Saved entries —
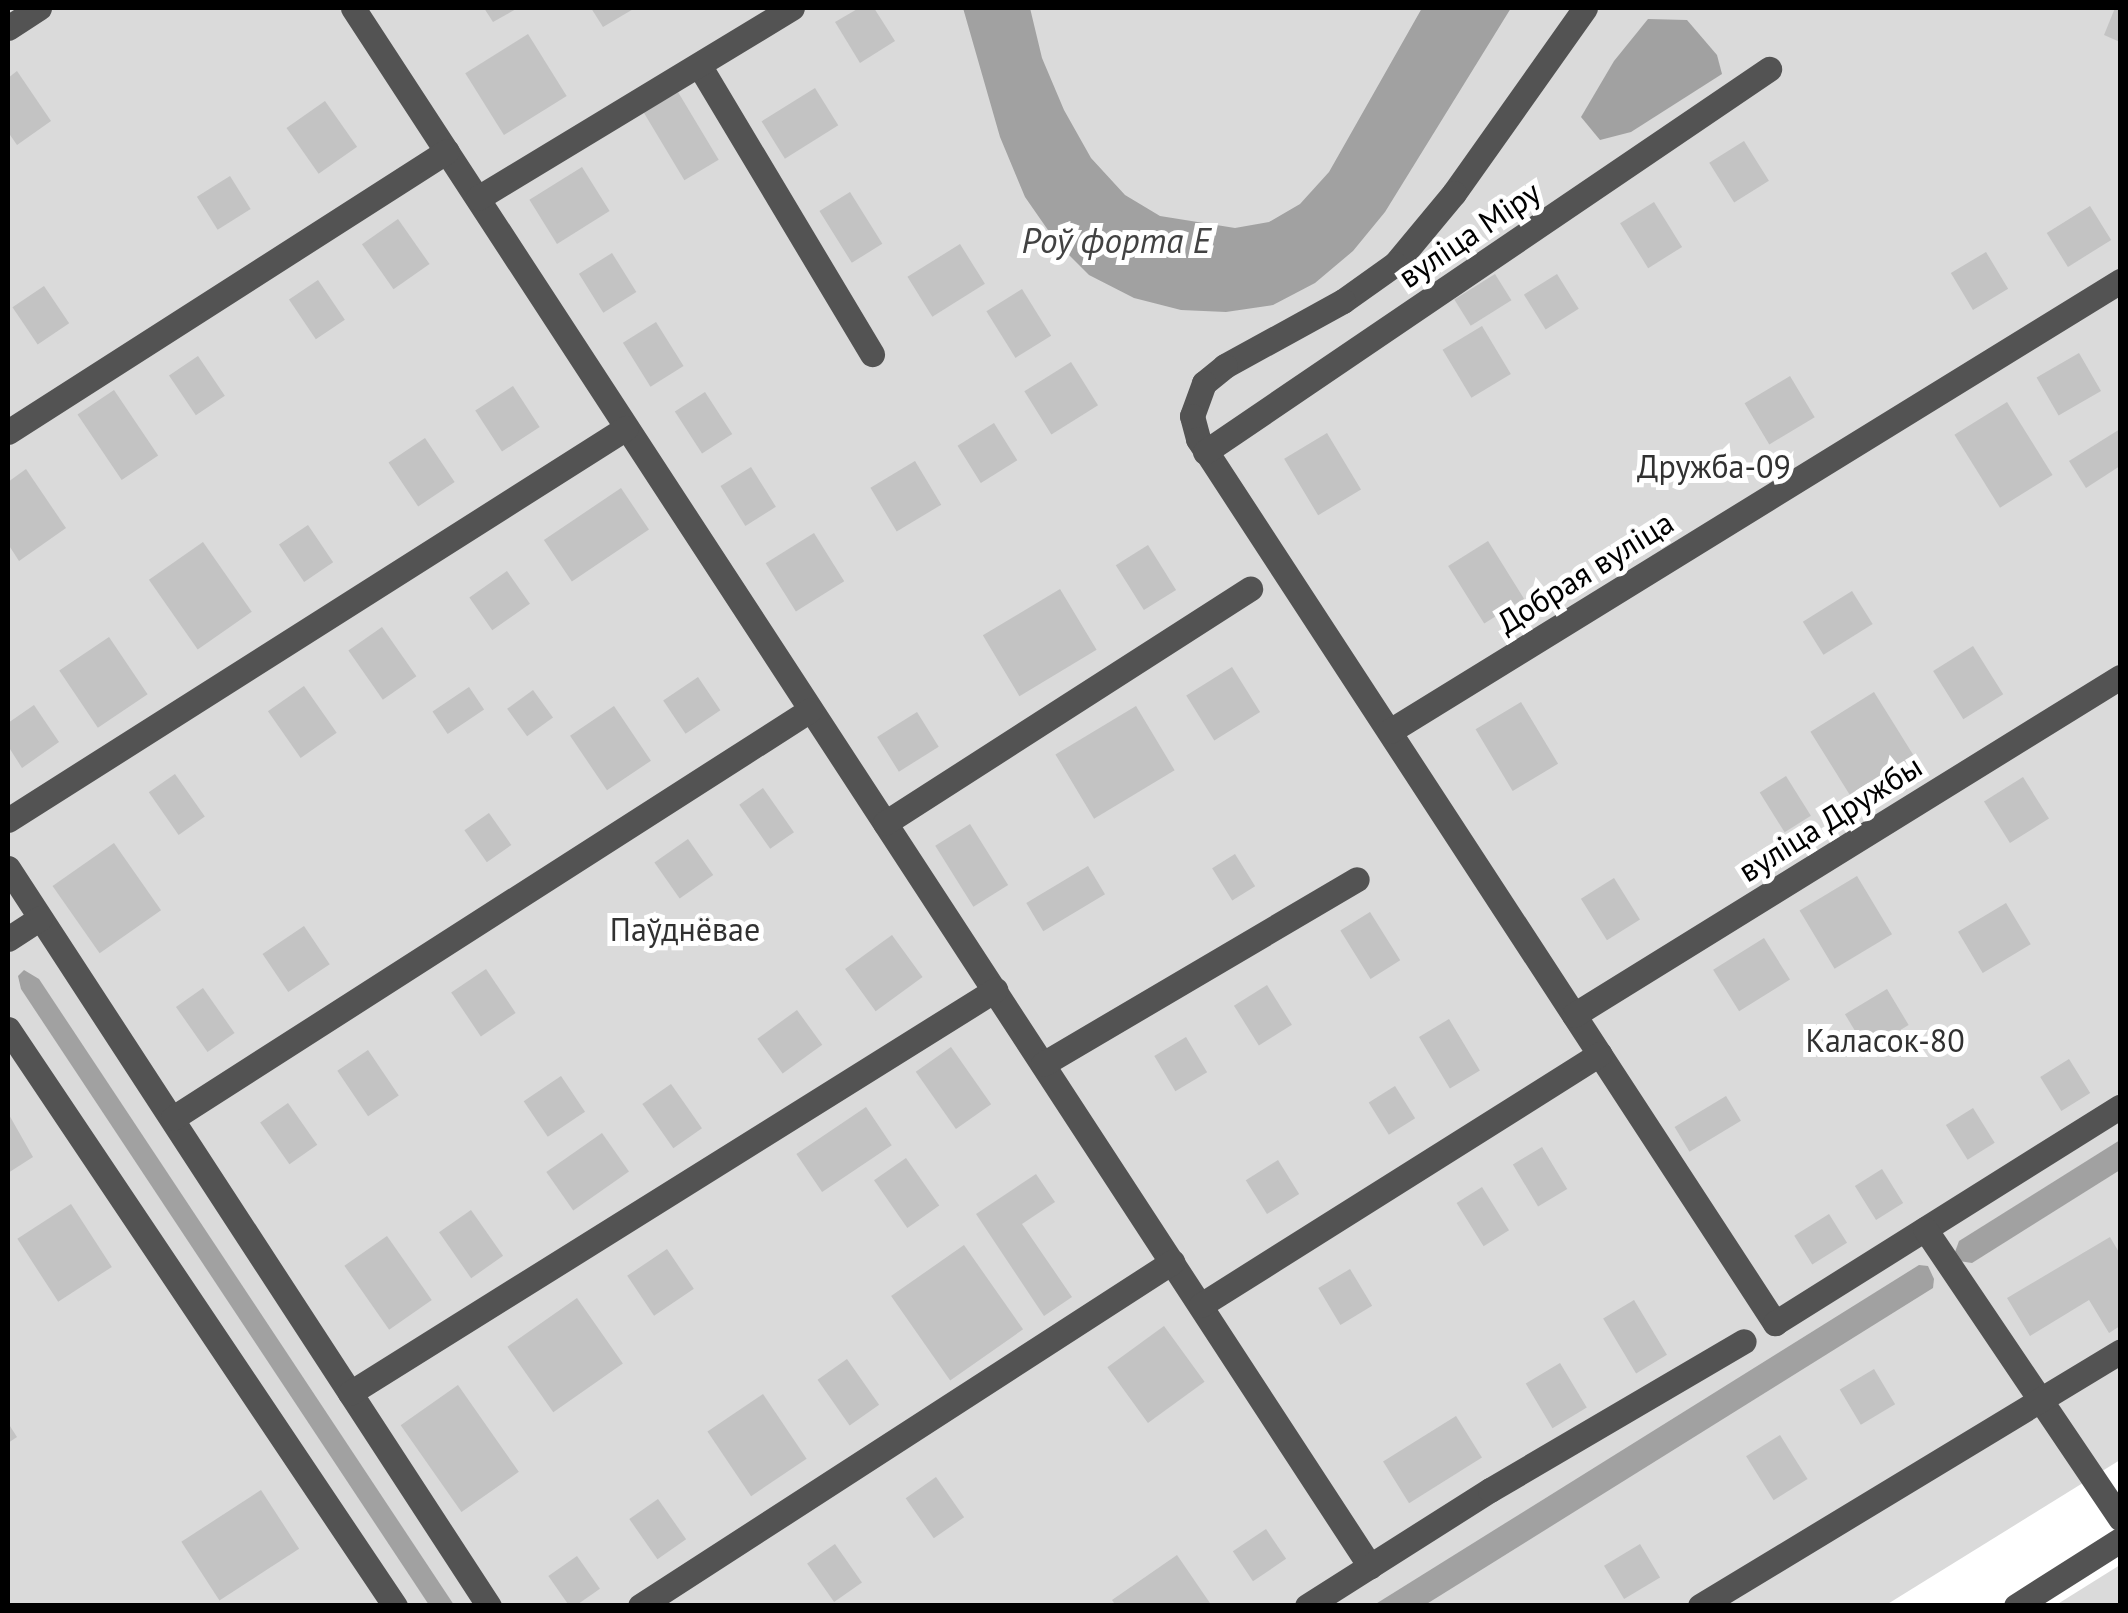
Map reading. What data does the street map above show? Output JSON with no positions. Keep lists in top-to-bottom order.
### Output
{
  "streets": {
    "street": ["вуліца Міру", "Добрая вуліца", "вуліца Дружбы"]
  },
  "water": ["Роў форта Е"],
  "parks": ["Дружба-09", "Паўднёвае", "Каласок-80"]
}
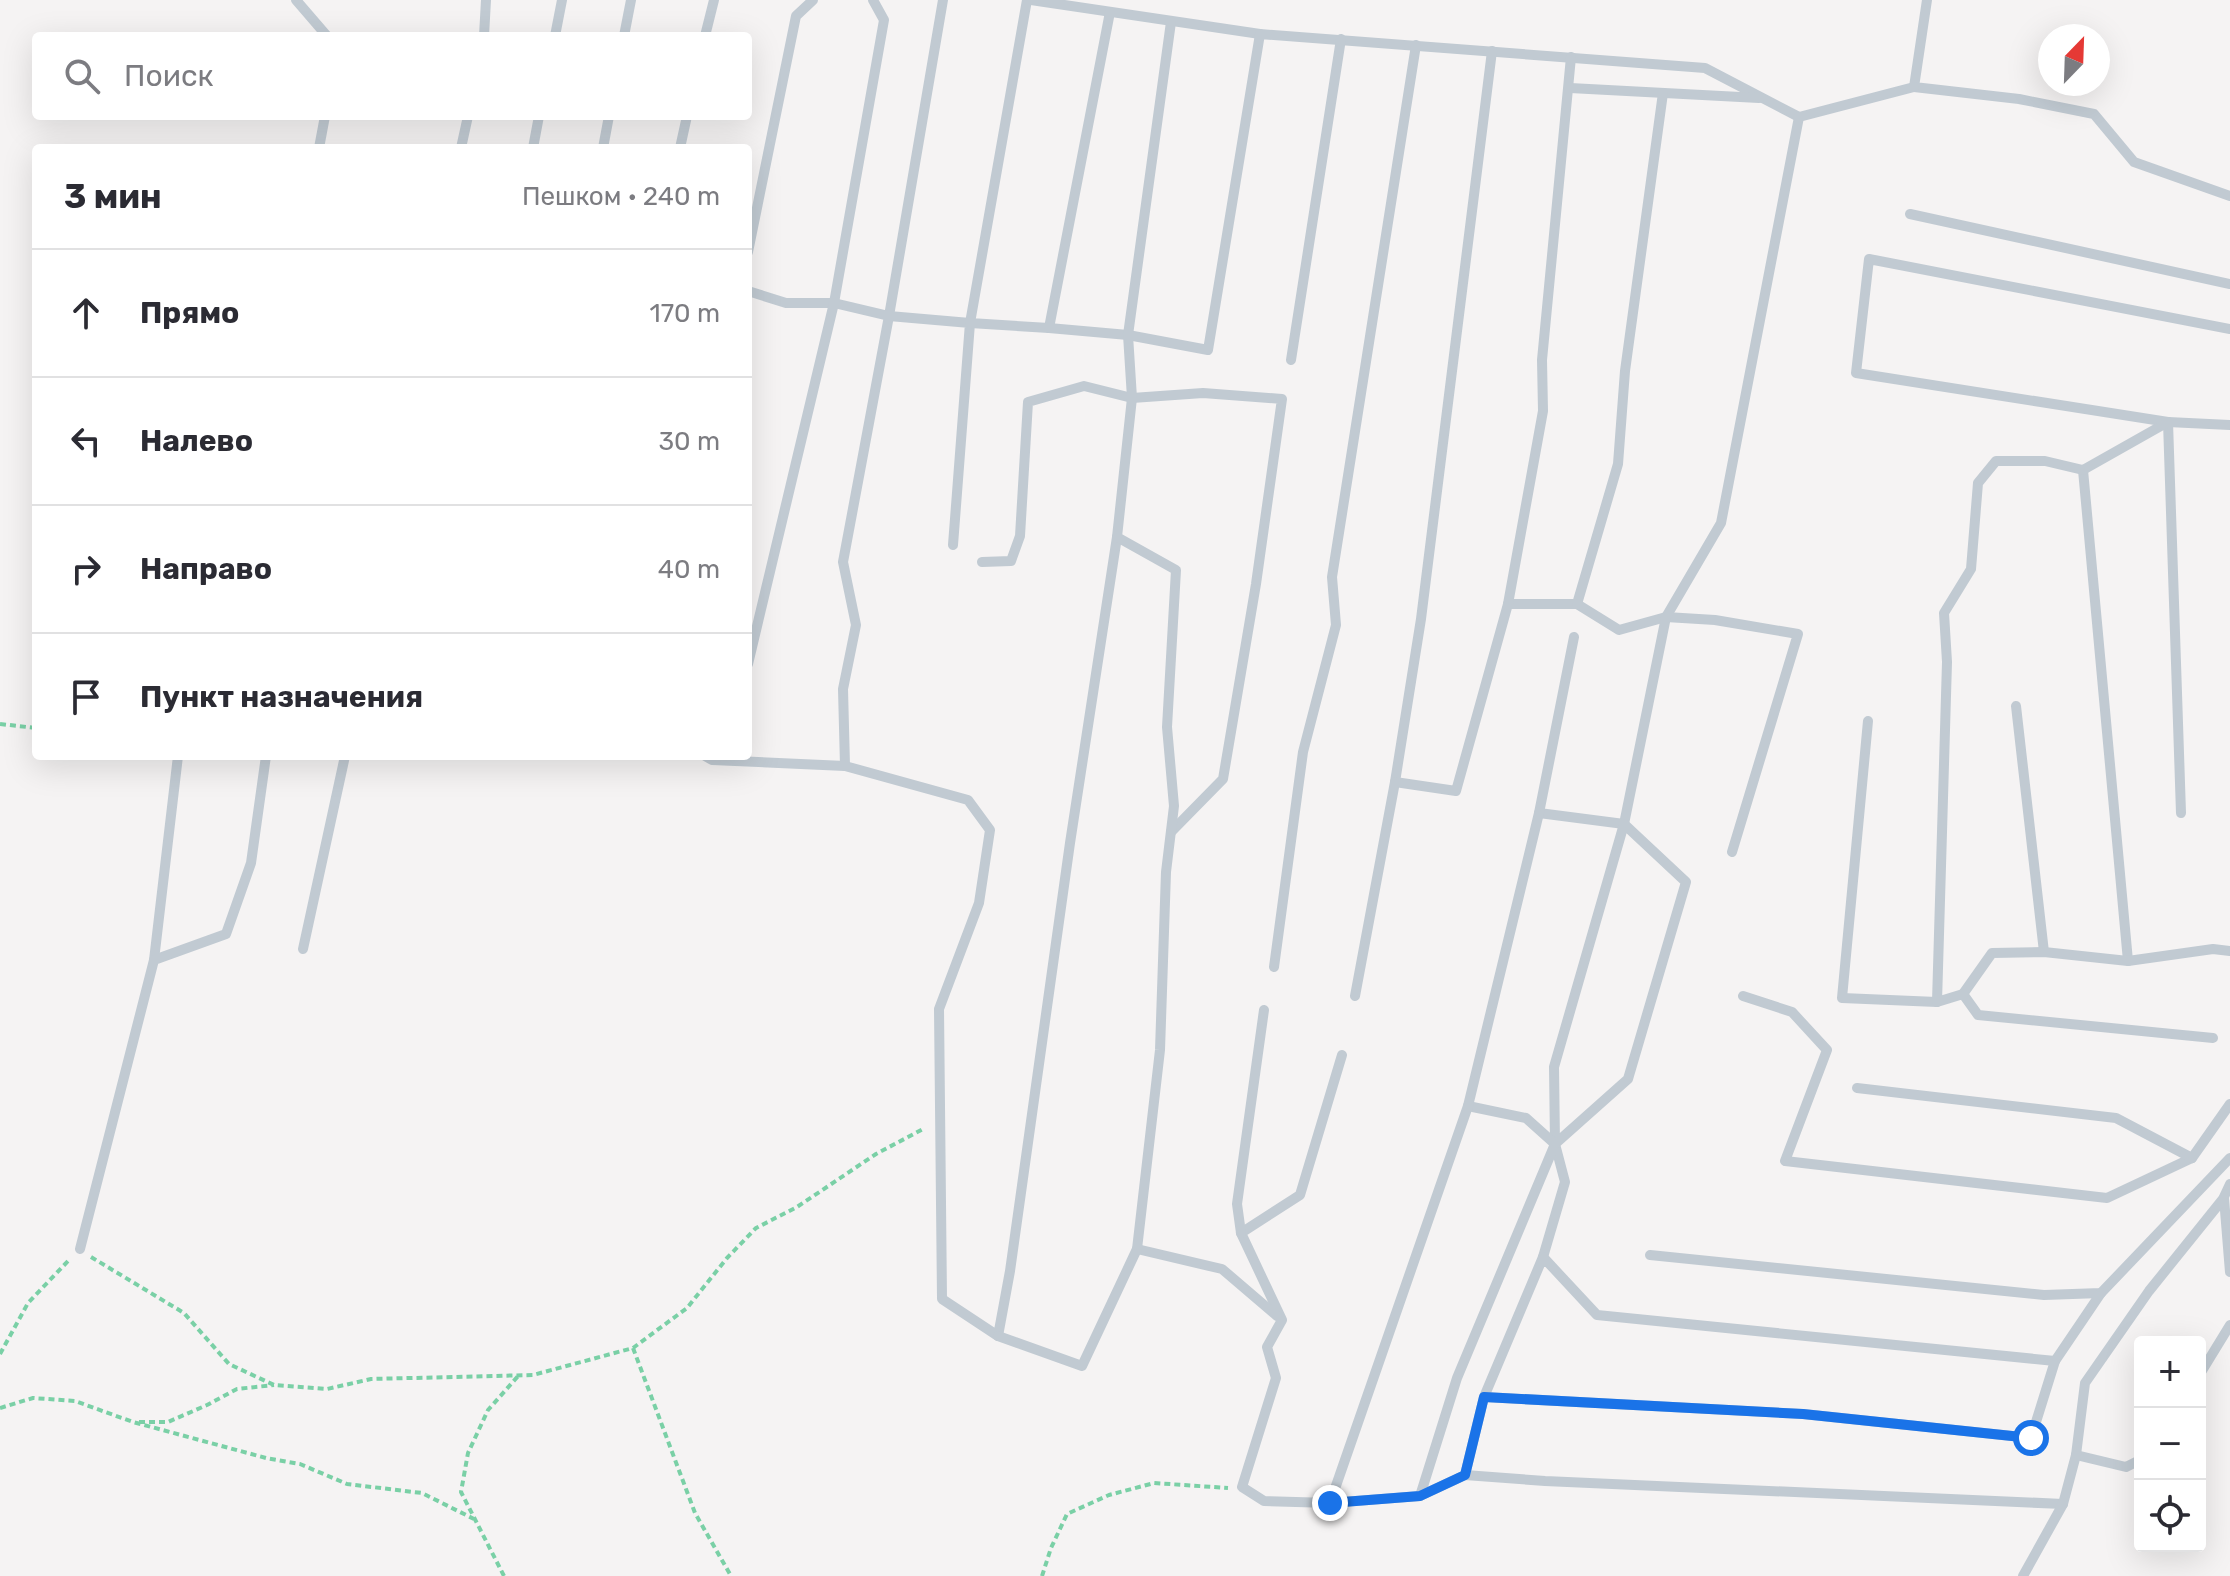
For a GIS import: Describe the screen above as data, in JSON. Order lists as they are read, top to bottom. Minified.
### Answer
{"north":"top right","page":{"search":"Поиск","heading":["3 мин","Пешком · 240 m"],"list":[["Прямо","170 m"],["Налево","30 m"],["Направо","40 m"],"Пункт назначения"],"map_buttons":["+","−"]}}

What you are asked to do — Count the lines in the entries that hold the word "above", and give nothing but the total.

Solution to the exercise — 2